Day-to-day operations, client demands and growth plans tend to take priority over what feels like a long-term issue.
However, the data suggests this is a conversation many owners can no longer afford to delay.
Recent analysis of Companies House data has identified that more than 808,000 UK companies have directors aged 60 or above.
Of these, over 162,000 sole directors aged 60 or older are running companies with net assets above £50,000.
This is a large cohort of business owners who need to have an exit or succession plan in place.
This is backed up by research from PwC that has found that around 67 per cent of UK family business owners expect to retire or sell within the next decade, but fewer than one in ten have a formal succession plan documented.
Why early planning matters
Succession is often a long process that touches on issues of ownership, management, tax, family dynamics and, often, the personal identity of the founder.
A well-prepared succession plan should generally address:
- Who will take over leadership of the business and over what timeframe
- How ownership of shares or other interests will pass to the next generation or to third parties
- How the value of the business will be realised, whether through gift, sale, an employee ownership trust or a management buyout
- The tax implications of any transfer, both during life and on death
- How the business will continue to function during and after the transition
In an ideal world, succession is at least a five-to-seven-year process that is carefully mapped out at each stage.
The changing tax landscape
Succession planning has taken on additional urgency in light of the changes to Inheritance Tax announced at the Autumn Budget and refined since.
Since 6 April 2026, Business Property Relief and Agricultural Property Relief has been capped at a combined £2.5 million per individual at 100 per cent relief, with assets above that threshold qualifying for relief at 50 per cent.

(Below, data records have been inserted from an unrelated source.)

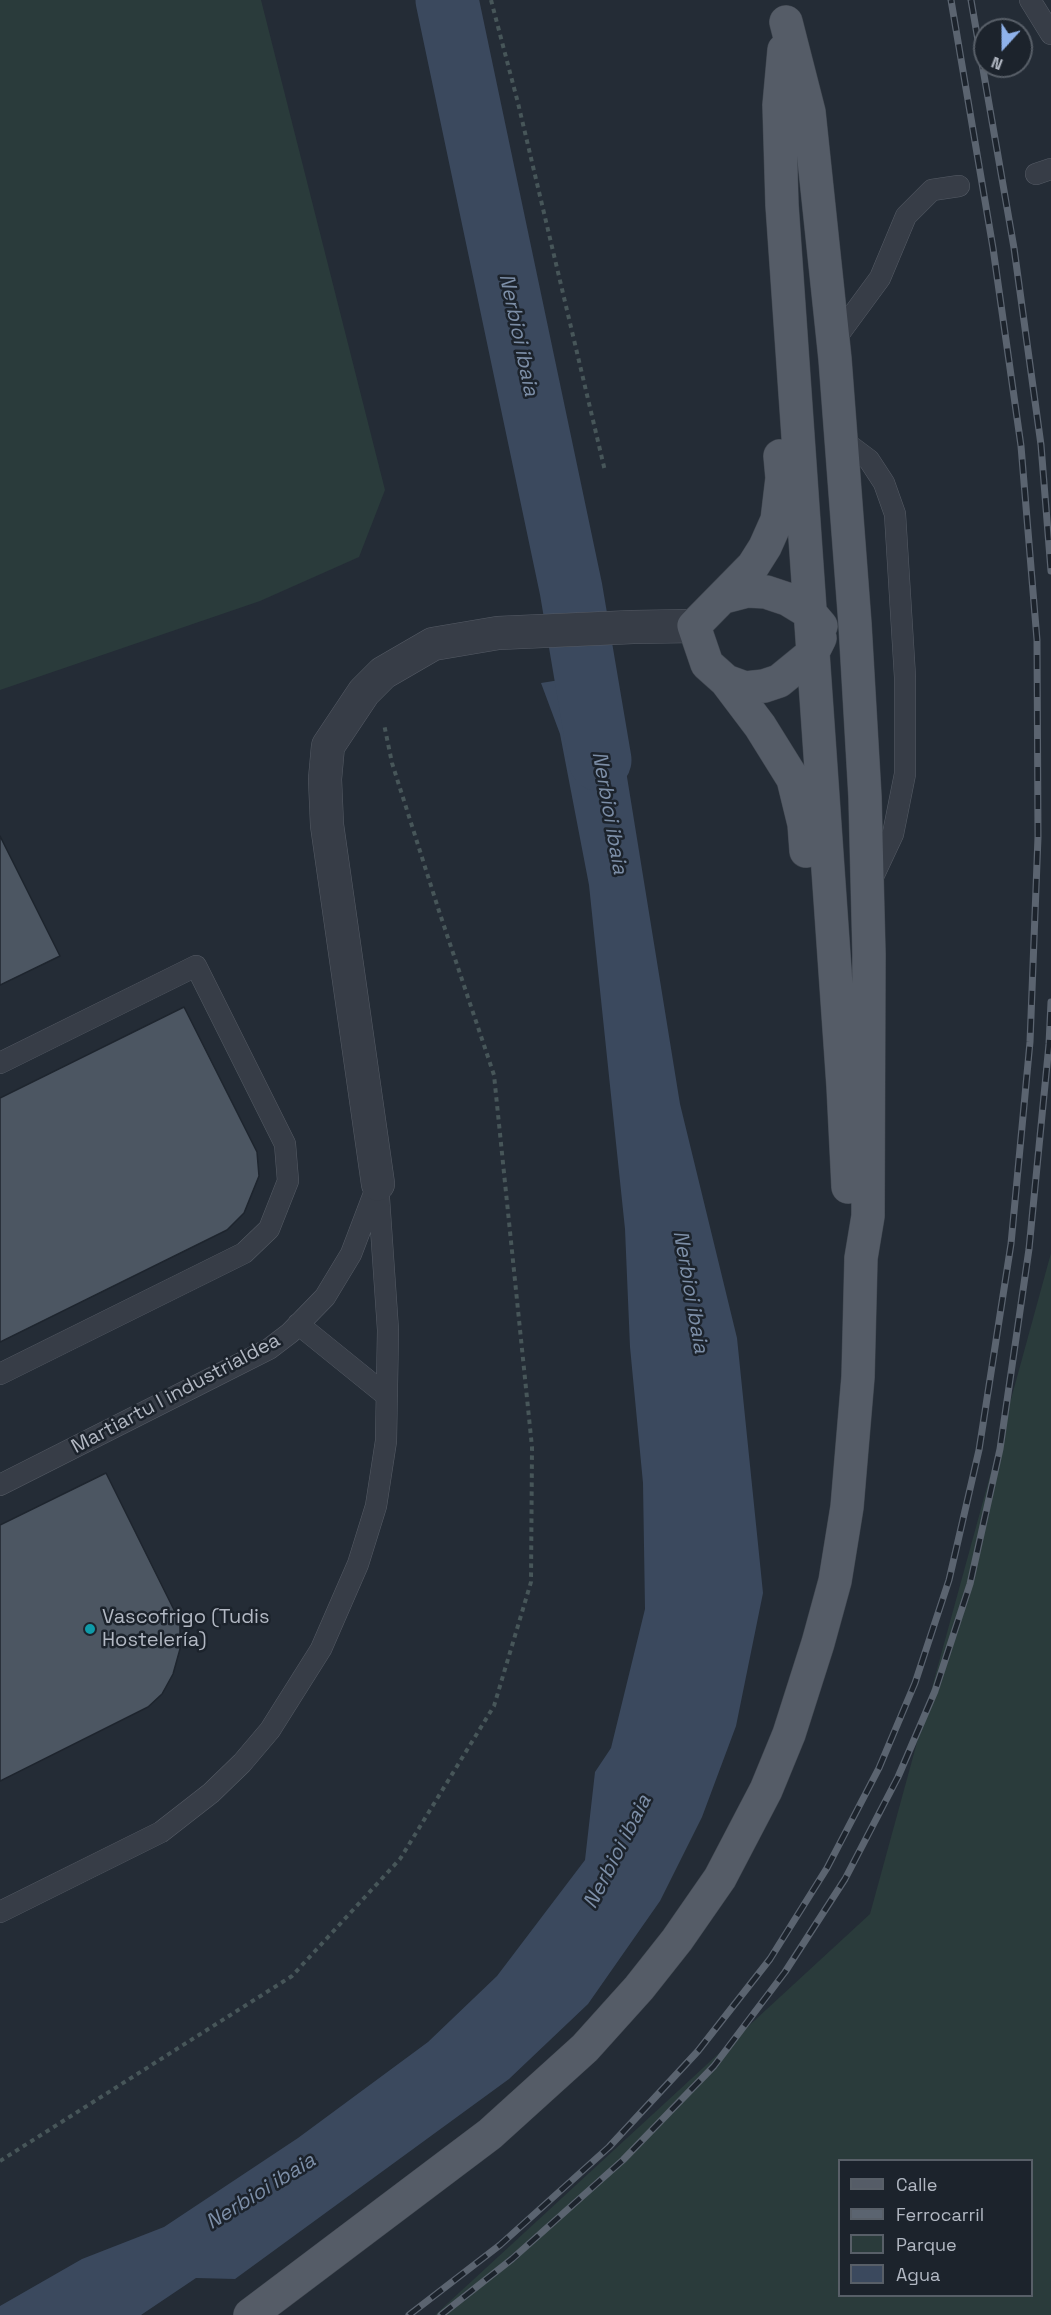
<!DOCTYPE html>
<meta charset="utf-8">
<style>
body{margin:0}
#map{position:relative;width:1051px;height:2315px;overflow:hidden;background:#242c36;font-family:"Space Grotesk",sans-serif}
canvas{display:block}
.legend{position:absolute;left:838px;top:2159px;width:195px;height:138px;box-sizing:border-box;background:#1c232c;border:2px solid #585f68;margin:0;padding:8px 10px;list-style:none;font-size:18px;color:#b2b8c3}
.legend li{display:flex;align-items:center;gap:12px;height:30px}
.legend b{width:30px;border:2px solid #585f68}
.north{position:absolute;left:973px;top:18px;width:60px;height:60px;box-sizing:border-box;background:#1c232c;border:2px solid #585f68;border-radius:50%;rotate:201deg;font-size:16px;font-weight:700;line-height:24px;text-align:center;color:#b2b8c3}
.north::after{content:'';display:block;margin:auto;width:21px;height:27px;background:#8fb2eb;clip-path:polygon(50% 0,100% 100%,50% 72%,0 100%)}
</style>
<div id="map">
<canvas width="1051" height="2315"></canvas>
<ul class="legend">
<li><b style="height:8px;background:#555c67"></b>Calle</li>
<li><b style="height:8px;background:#5b6470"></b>Ferrocarril</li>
<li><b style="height:16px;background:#2a3b3b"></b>Parque</li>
<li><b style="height:16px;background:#3b495e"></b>Agua</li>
</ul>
<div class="north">N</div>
</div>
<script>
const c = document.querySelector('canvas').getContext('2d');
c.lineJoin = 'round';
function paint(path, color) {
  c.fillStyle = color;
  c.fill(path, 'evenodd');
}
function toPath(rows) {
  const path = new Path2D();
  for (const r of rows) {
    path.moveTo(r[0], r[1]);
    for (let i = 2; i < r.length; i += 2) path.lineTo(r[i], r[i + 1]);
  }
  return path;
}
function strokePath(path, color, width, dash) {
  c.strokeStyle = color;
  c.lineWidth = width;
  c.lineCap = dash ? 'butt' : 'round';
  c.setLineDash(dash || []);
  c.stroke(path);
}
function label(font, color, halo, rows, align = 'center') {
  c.font = font + ' "Space Grotesk",sans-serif';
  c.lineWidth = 5;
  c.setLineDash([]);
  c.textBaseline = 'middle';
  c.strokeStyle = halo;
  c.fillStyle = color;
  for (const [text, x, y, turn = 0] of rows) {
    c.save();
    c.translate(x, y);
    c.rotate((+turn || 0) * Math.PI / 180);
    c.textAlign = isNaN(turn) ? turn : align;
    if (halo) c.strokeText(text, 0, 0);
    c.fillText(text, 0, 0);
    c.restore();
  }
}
paint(toPath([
 [0,0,261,0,385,490,359,557,260,601,0,690],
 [1051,1253,1051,2315,435,2315,870,1914],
 [1032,2160,1032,2296,840,2296,840,2160]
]), '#2a3b3b');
paint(toPath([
 [610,672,680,1104,737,1338,763,1593,736,1726,702,1817,660,1901,588,2004,509,2079,235,2279,196,2278,141,2315,0,2315,0,2306,82,2259,164,2227,298,2138,428,2042,497,1976,585,1860,595,1772,611,1748,645,1609,643,1483,630,1347,625,1229,589,885,560,734,541,683]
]), '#3b495e');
strokePath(toPath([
 [447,0,571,589,600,760]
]), '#3b495e', 63);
const building = toPath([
 [0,836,60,956,0,985,0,836],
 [184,1007,257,1152,259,1176,244,1213,227,1230,0,1342,0,1098,184,1007],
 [106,1473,180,1622,180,1649,173,1674,162,1694,148,1707,0,1781,0,1525,106,1473]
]);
paint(building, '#4c5662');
strokePath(building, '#1e252e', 1.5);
const service = toPath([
 [1030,0,1051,34],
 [1036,174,1051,169],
 [833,342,880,278,906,216,932,190,959,186],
 [841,439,869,460,884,483,895,514,905,677,905,774,893,834,871,881],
 [0,1063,196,966,285,1144,288,1181,269,1229,244,1253,0,1374],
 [298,1324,387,1396],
 [0,1485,269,1349,290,1333,325,1297,351,1254,375,1191],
 [0,1912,161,1832,211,1793,242,1763,270,1730,321,1649,358,1564,376,1506,386,1441,388,1330,378,1184]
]);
const minor = toPath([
 [378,1184,327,825,325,779,328,746,364,692,383,673,433,644,498,633,633,627,694,626]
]);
const primary = toPath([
 [784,50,779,105,782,205,843,1086,848,1187],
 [780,456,782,478,777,520,765,547,753,566,694,626,707,664,726,681,760,726,793,779,804,824,806,851],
 [724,597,747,591,766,592,787,599,810,613,821,626],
 [726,681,745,688,764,686,779,681,812,654,820,638],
 [250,2315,490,2134,585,2048,639,1988,677,1940,720,1878,766,1790,789,1734,818,1643,835,1581,847,1507,858,1377,861,1258,868,1216,869,954,865,797,855,624,835,359,809,112,786,22]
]);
strokePath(service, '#555b65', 22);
strokePath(minor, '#555b65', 34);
strokePath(primary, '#404750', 34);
strokePath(toPath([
 [491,0,518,103,605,471],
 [0,2161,292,1976,400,1859,494,1706,531,1582,532,1447,494,1075,439,911,392,763,384,724]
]), '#475659', 4, [4.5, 4.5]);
strokePath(service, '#373d47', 21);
strokePath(minor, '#373d47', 33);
strokePath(primary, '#555c67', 33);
const rail = toPath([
 [971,0,1014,248,1041,445,1051,571],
 [409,2315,500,2245,609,2147,698,2051,770,1959,827,1868,879,1768,915,1683,949,1580,979,1450,1011,1244,1030,1042,1038,837,1037,640,1021,446,993,248,951,0],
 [441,2315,512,2259,623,2160,714,2066,785,1972,845,1879,898,1777,935,1691,970,1584,1000,1449,1029,1249,1049,1044,1051,1002]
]);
strokePath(rail, '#5b6470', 7);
strokePath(rail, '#1c232c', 4.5, [14]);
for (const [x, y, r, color] of [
 [90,1629,6,"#0f9aa8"]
]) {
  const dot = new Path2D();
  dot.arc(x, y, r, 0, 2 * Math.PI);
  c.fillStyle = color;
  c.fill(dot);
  strokePath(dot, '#1c232c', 2);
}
label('20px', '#b2b8c3', '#1c232c', [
 ["Martiartu I industrialdea",176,1394,-28]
]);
label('20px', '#b2b8c3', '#1c232c', [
 ["Vascofrigo (Tudis",102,1618],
 ["Hostelería)",102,1641]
], 'left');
label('italic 21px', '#7d8fa8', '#1c232c', [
 ["Nerbioi ibaia",518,335,78],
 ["Nerbioi ibaia",609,813,80],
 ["Nerbioi ibaia",690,1292,80],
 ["Nerbioi ibaia",618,1852,-63],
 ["Nerbioi ibaia",261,2192,-32]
]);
</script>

This means an effective IHT rate of 20 per cent on the excess, where previously these reliefs were essentially unlimited.

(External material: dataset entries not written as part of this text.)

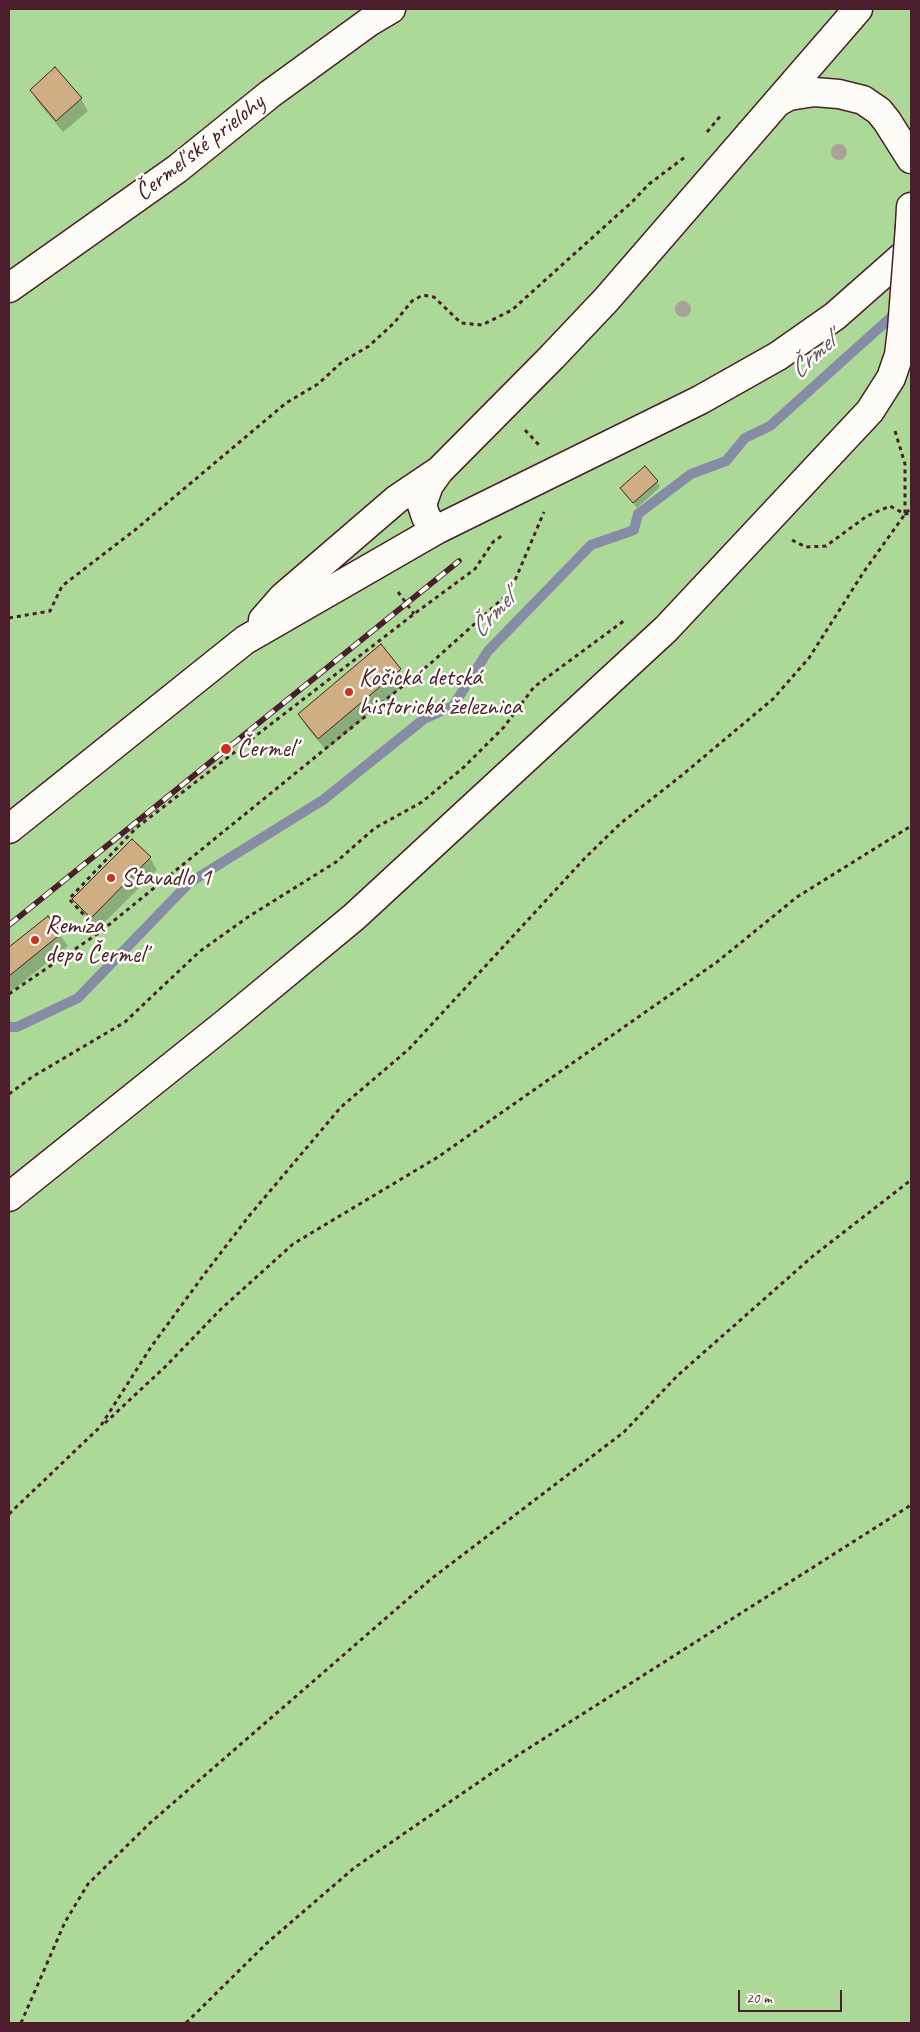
<!DOCTYPE html>
<meta charset="utf-8">
<style>
body{margin:0}
#map{position:relative;width:920px;height:2032px;overflow:hidden;background:#fdfcf7;font-family:Caveat,sans-serif}
canvas{display:block}
.frame{position:absolute;inset:0;border:10px solid #4a1f2b;pointer-events:none}
.scale{position:absolute;left:738px;top:1990px;width:104px;height:22px;box-sizing:border-box;border:2px solid #4a1f2b;border-top:0;padding-left:6px;font-size:15px;line-height:18px;white-space:nowrap;color:#4a1f2b;-webkit-text-stroke:4px #fdfcf7;paint-order:stroke}
</style>
<div id="map">
<canvas width="920" height="2032"></canvas>
<div class="frame"></div>
<div class="scale">20 m</div>
</div>
<script>
const g = document.querySelector('canvas').getContext('2d');
g.lineJoin = 'round';
function paint(path, color) { g.fillStyle = color; g.fill(path, 'evenodd'); }
const shape = rows => new Path2D(rows.map(r => 'M' + r).join(''));
function stroke(path, color, width, dash) { g.strokeStyle = color; g.lineWidth = width; g.lineCap = dash ? 'butt' : 'round'; g.setLineDash(dash || []); g.stroke(path); }
function label(font, color, halo, rows, align = 'center') {
  g.font = font + ' Caveat,sans-serif'; g.lineWidth = 5; g.setLineDash([]); g.textBaseline = 'middle'; g.strokeStyle = halo; g.fillStyle = color; for (const [text, x, y, turn = 0] of rows) {
    g.save(); g.translate(x, y); g.rotate((+turn || 0) * Math.PI / 180); g.textAlign = isNaN(turn) ? turn : align; if (halo) g.strokeText(text, 0, 0); g.fillText(text, 0, 0); g.restore();
  }
}
paint(shape([
 [9,9,911,9,911,2023,9,2023]
]), '#acd997');
paint(shape([
 [31,90,81,99,88,111,63,132,38,102],
 [657,481,660,487,637,508,622,489],
 [380,646,400,670,407,682,326,750,306,726,299,714],
 [150,858,157,870,98,929,81,911,74,900],
 [47,917,68,946,9,993,9,948]
]), '#0003');
stroke(shape([
 [9,1027,17,1027,78,998,189,883,323,800,424,719,453,706,488,651,591,545,634,530,638,514,691,474,726,461,745,438,770,426,899,310]
]), '#878ca6', 10);
const building = shape([
 [55,67,82,98,56,121,30,90,55,67],
 [645,466,658,481,633,503,620,488,645,466],
 [381,644,401,669,318,739,298,714,381,644],
 [132,839,151,857,91,918,72,899,132,839],
 [48,916,62,933,9,976,9,947,48,916]
]);
paint(building, '#d0ae83');
stroke(building, '#4a1f2b', 1);
const street = shape([
 [778,102,789,96,814,92,839,94,863,100,879,111,887,121,911,159],
 [910,226,911,207],
 [9,288,177,169,270,94,369,22,391,9],
 [9,1197,226,1023,354,917,666,629,870,411,891,378,899,355,902,330]
]);
const secondary = shape([
 [436,530,426,517,422,505,429,485,439,471],
 [263,620,283,597,397,499,440,470,552,357,606,300,858,9],
 [9,829,245,640,436,530,700,400,778,356,835,316,911,249]
]);
stroke(street, '#4a1f2b', 31);
stroke(secondary, '#4a1f2b', 31);
stroke(shape([
 [707,132,722,114],
 [525,430,539,445],
 [895,431,905,464,905,513],
 [792,540,806,547,826,546,867,516,890,506,905,514,911,513],
 [398,592,414,614],
 [9,618,50,611,62,586,135,530,286,403,318,384,342,362,369,346,394,323,412,301,423,295,434,297,461,323,482,325,512,310,633,201,649,184,685,157],
 [100,932,69,899,136,828,414,614,475,569,493,542,503,535],
 [9,994,100,932,431,663,510,592,544,512],
 [9,1094,32,1077,125,1022,199,952,248,917,336,862,375,828,422,802,464,767,504,727,534,687,625,620],
 [105,1423,167,1365,221,1309,293,1244,438,1157,717,962,797,897,911,826],
 [9,1514,100,1427,151,1347,203,1276,249,1216,341,1107,409,1049,585,858,621,823,681,776,773,699,809,658,863,573,905,514,911,508],
 [21,2023,65,1922,88,1884,150,1823,431,1579,624,1432,677,1376,813,1256,911,1180],
 [186,2023,267,1943,354,1868,518,1755,911,1505]
]), '#4a1f2b', 3, [4, 4]);
stroke(street, '#fdfcf7', 28);
stroke(secondary, '#fdfcf7', 28);
const rail = shape([
 [9,925,459,561]
]);
stroke(rail, '#4a1f2b', 5.5);
stroke(rail, '#fdfcf7', 4, [11]);
const streetBridge = shape([
 [902,330,910,226]
]);
stroke(streetBridge, '#4a1f2b', 31, []);
stroke(streetBridge, '#fdfcf7', 28);
g.fillStyle = '#aaa198';
for (const [x, y] of [
 [839,152],
 [683,309]
]) { g.beginPath(); g.arc(x, y, 8, 0, 2 * Math.PI); g.fill(); }
for (const [x, y, r, color] of [
 [349,692,5,"#c8321e"],
 [226,749,6,"#c8321e"],
 [111,878,5,"#c8321e"],
 [35,940,5,"#c8321e"]
]) { const dot = new Path2D(); dot.arc(x, y, r, 0, 2 * Math.PI); g.fillStyle = color; g.fill(dot); stroke(dot, '#fdfcf7', 2); }
label('25px', '#4a1f2b', '#fdfcf7', [
 ["Čermeľské prielohy",200,148,-38]
]);
label('25px', '#4a1f2b', '#fdfcf7', [
 ["Košická detská",359,678],
 ["historická železnica",359,707],
 ["Čermeľ",237,749],
 ["Stavadlo 1",121,878],
 ["Remíza",45,926],
 ["depo Čermeľ",45,955]
], 'left');
label('italic 26px', '#685568', '#fdfcf7', [
 ["Črmeľ",814,356,-42],
 ["Črmeľ",494,614,-47]
]);
</script>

The allowance is also transferable between spouses and civil partners, which is welcome news, but it remains essential to review wills and shareholding structures to make the best use of the available relief.
The legal considerations behind a smooth handover
While tax often dominates the conversation, the legal framework that sits beneath a succession plan is just as important.
Without the right documents in place, even the most carefully thought-through plan can run into difficulty at the point of transfer.
Among the most important areas to consider are:
- Shareholders’ agreements and articles of association – These set out how ownership can change hands, what restrictions apply to share transfers and what happens on the death, incapacity or retirement of a shareholder. Outdated or absent provisions are a common cause of disputes during succession.
- Wills and lasting powers of attorney – A Will alone is rarely enough. Business interests need to be carefully aligned with the wider estate plan and a lasting power of attorney can be essential to ensure that someone has authority to act if a founder becomes unable to do so themselves.
- Trusts and family investment companies – These structures can be used to hold business interests on behalf of the next generation, allowing value to pass down without giving up control too early. They need to be set up carefully to achieve the intended commercial and tax outcomes.
- Employment and director arrangements – Where a founder is stepping back gradually, contracts of employment, consultancy agreements and director appointments need to reflect the new reality, including what happens if the relationship later breaks down.
- Contractual and regulatory consents – Many leases, supplier contracts, lender facilities and regulatory permissions contain change of control provisions. These can be easy to overlook, but failing to address them can put the transfer itself at risk.
- Intellectual property and key assets – Where the value of the business is tied to trademarks, know-how or specific assets, ownership of those rights needs to be clear and properly documented before any transfer takes place.
Getting these legal foundations in place early is what allows the commercial and tax elements of a succession plan to work as intended.
Leaving them until late in the process tends to be where delays, disputes and unexpected costs arise.
Bringing the next generation into the business
Succession is not just about the legal and tax mechanics. It is also about preparing those who will take on the business, whether they are family members, longstanding employees or an external management team.
Open conversations and a structured handover period generally lead to far better outcomes than a sudden transfer.
Where there are multiple potential successors, a family constitution or shareholders’ agreement can help to set expectations and reduce the risk of future disputes.